Slashdot Mirror


Computers Paraphrase English

AhaIndia submits a link to a story discussing computerized paraphrasing of English news articles. This technology, destined to eventually replace most reporters with very small shell scripts, is thankfully still in its infancy.

14 of 212 comments (clear)

  1. The Ultimate Tool For Plagiarism by popo · · Score: 4, Interesting


    All someone has to do now is marry this technology with a term-paper database, and "Hello Original Work!"

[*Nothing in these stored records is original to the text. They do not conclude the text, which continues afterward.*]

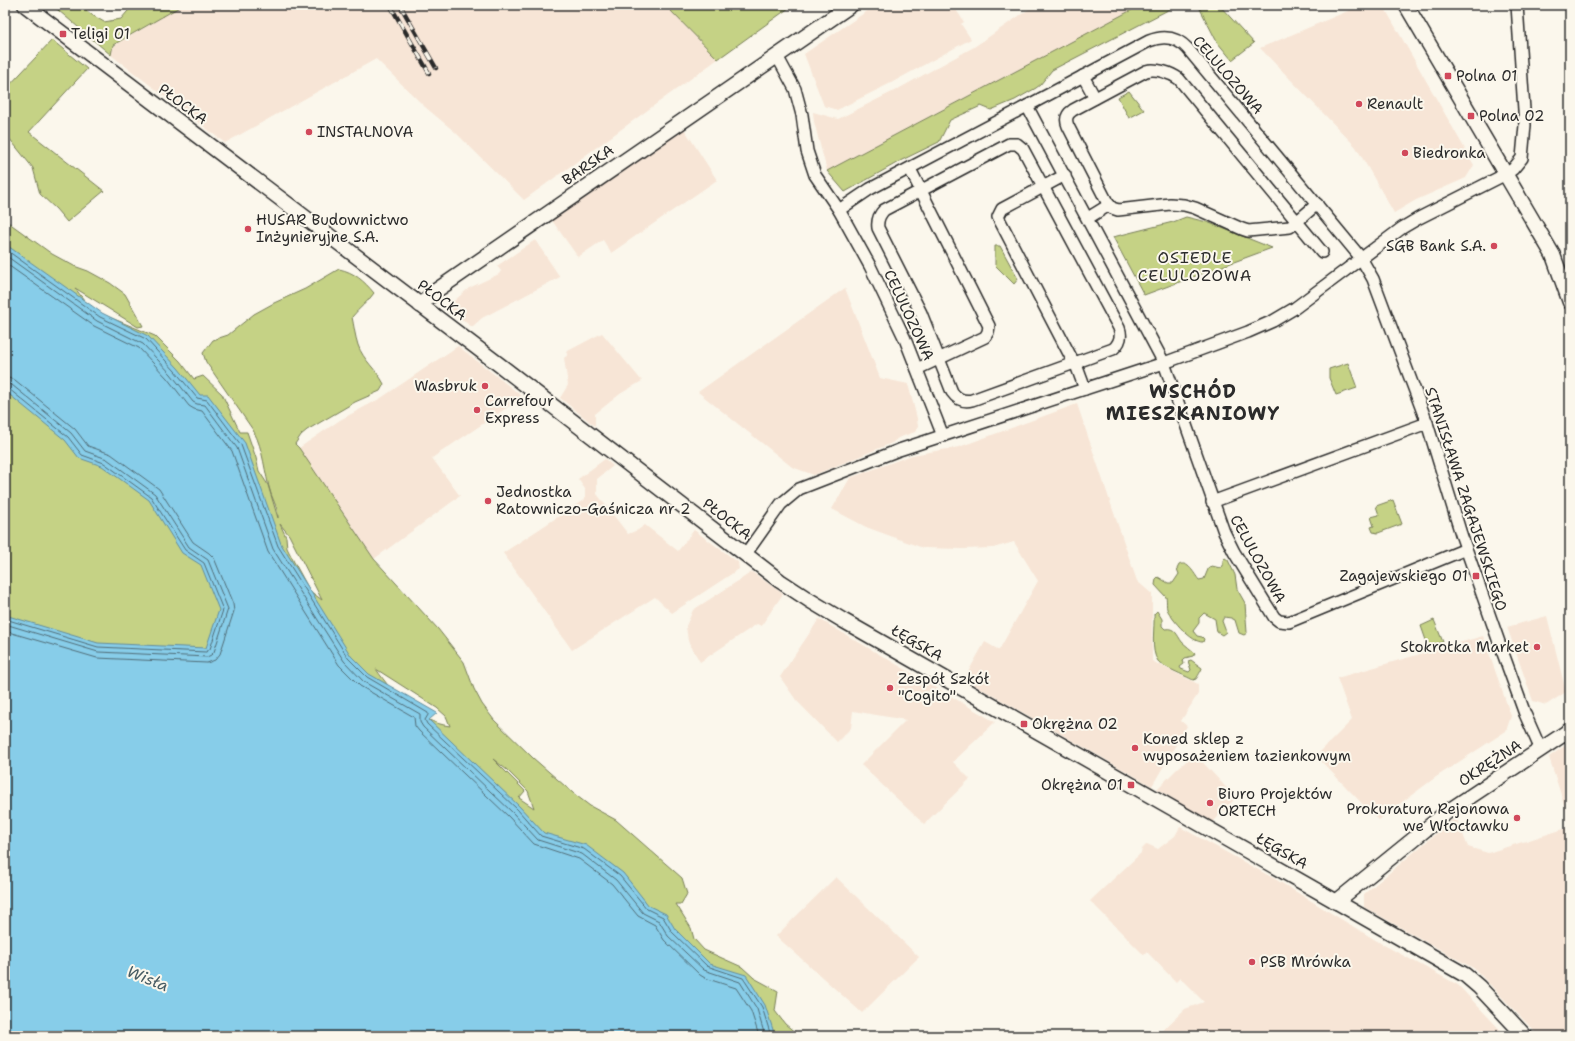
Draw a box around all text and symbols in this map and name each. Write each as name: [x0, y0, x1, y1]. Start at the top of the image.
place label: Teligi 01: [71, 24, 130, 44]
marker: Teligi 01: [58, 29, 68, 39]
street label: CELULOZOWA: [1188, 31, 1268, 119]
place label: Polna 01: [1456, 66, 1518, 86]
marker: Polna 01: [1443, 71, 1453, 81]
street label: PŁOCKA: [154, 79, 212, 129]
place label: Renault: [1367, 94, 1423, 114]
marker: Renault: [1354, 99, 1364, 109]
place label: Polna 02: [1479, 106, 1544, 126]
marker: Polna 02: [1466, 111, 1476, 121]
place label: INSTALNOVA: [317, 122, 414, 142]
marker: INSTALNOVA: [304, 127, 314, 137]
street label: BARSKA: [558, 140, 618, 190]
place label: Biedronka: [1413, 143, 1486, 163]
marker: Biedronka: [1400, 148, 1410, 158]
place label: HUSAR Budownictwo Inżynieryjne S.A.: [256, 210, 409, 247]
marker: HUSAR Budownictwo Inżynieryjne S.A.: [243, 224, 253, 234]
place label: SGB Bank S.A.: [1386, 236, 1486, 256]
marker: SGB Bank S.A.: [1489, 241, 1499, 251]
district label: OSIEDLE CELULOZOWA: [1138, 247, 1252, 286]
street label: CELULOZOWA: [879, 266, 939, 364]
street label: PŁOCKA: [413, 275, 471, 325]
place label: Wasbruk: [414, 376, 477, 396]
district label: WSCHÓD MIESZKANIOWY: [1106, 378, 1280, 426]
marker: Wasbruk: [480, 381, 490, 391]
street label: STANISŁAWA ZAGAJEWSKIEGO: [1420, 384, 1512, 614]
place label: Carrefour Express: [485, 391, 554, 428]
marker: Carrefour Express: [472, 405, 482, 415]
place label: Jednostka Ratowniczo-Gaśnicza nr 2: [496, 482, 691, 519]
street label: PŁOCKA: [699, 494, 756, 544]
marker: Jednostka Ratowniczo-Gaśnicza nr 2: [483, 496, 493, 506]
street label: CELULOZOWA: [1225, 511, 1291, 607]
place label: Zagajewskiego 01: [1339, 566, 1468, 586]
marker: Zagajewskiego 01: [1471, 571, 1481, 581]
street label: ŁĘGSKA: [887, 620, 947, 666]
place label: Stokrotka Market: [1400, 637, 1529, 657]
marker: Stokrotka Market: [1532, 642, 1542, 652]
place label: Zespół Szkół "Cogito": [898, 669, 990, 706]
marker: Zespół Szkół "Cogito": [885, 683, 895, 693]
place label: Okrężna 02: [1032, 714, 1118, 734]
marker: Okrężna 02: [1019, 719, 1029, 729]
place label: Koned sklep z wyposażeniem łazienkowym: [1143, 729, 1351, 766]
street label: OKRĘŻNA: [1455, 735, 1525, 791]
marker: Koned sklep z wyposażeniem łazienkowym: [1130, 743, 1140, 753]
place label: Okrężna 01: [1041, 775, 1123, 795]
marker: Okrężna 01: [1126, 780, 1136, 790]
place label: Biuro Projektów ORTECH: [1218, 784, 1332, 821]
marker: Biuro Projektów ORTECH: [1205, 798, 1215, 808]
place label: Prokuratura Rejonowa we Włocławku: [1347, 799, 1510, 836]
marker: Prokuratura Rejonowa we Włocławku: [1512, 813, 1522, 823]
street label: ŁĘGSKA: [1252, 828, 1312, 874]
place label: PSB Mrówka: [1260, 952, 1352, 972]
marker: PSB Mrówka: [1247, 957, 1257, 967]
water label: Wisła: [124, 961, 172, 996]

    The question will then become, how many different unique "paraphrases" can the system ultimately generate?

    --
    ------ The best brain training is now totally free : )
    1. Re:The Ultimate Tool For Plagiarism by EvilTwinSkippy · · Score: 2, Interesting
      Actually you can use topic maps to decompose a body of work into individual statements and then use a set or randomly generated "flavors" to re-constitute the facts into an original work. The rules about what goes where are pretty cut and dry.

      More stuff to help people avoid shitwork, only for humanity to discover our purpose in life IS to do shitwork.

      --
      "Learning is not compulsory... neither is survival."
      --Dr.W.Edwards Deming
    2. Re:The Ultimate Tool For Plagiarism by KrispyKringle · · Score: 2, Interesting
      This isn't necessarily the big problem it appears. I've heard of many college professors and high school teachers using automated plagiarism detectors in the news, and that strikes me as stupid, as well. I mean, if a student has to write a paper on _The Bell Jar_, I'm sure he can find one online. But in most classes, you expect some level of familiarity with the students, on part of the teacher. If a kid who sleeps in every class and who's comments tend to be off topic or stupid turns in a paper worthy of The Atlantic Monthly, the teacher ought to realize something is up. Sure, it may not be absolute proof of wrongdoing, but it warrants a talk with the student about his erratic performance.

      College courses might be a bit tougher; there are certainly plenty in which the course is simply too large for the professor to know all the students, but in most courses, the subject matter is novel enough that finding a paper online that's relevant should be pretty difficult.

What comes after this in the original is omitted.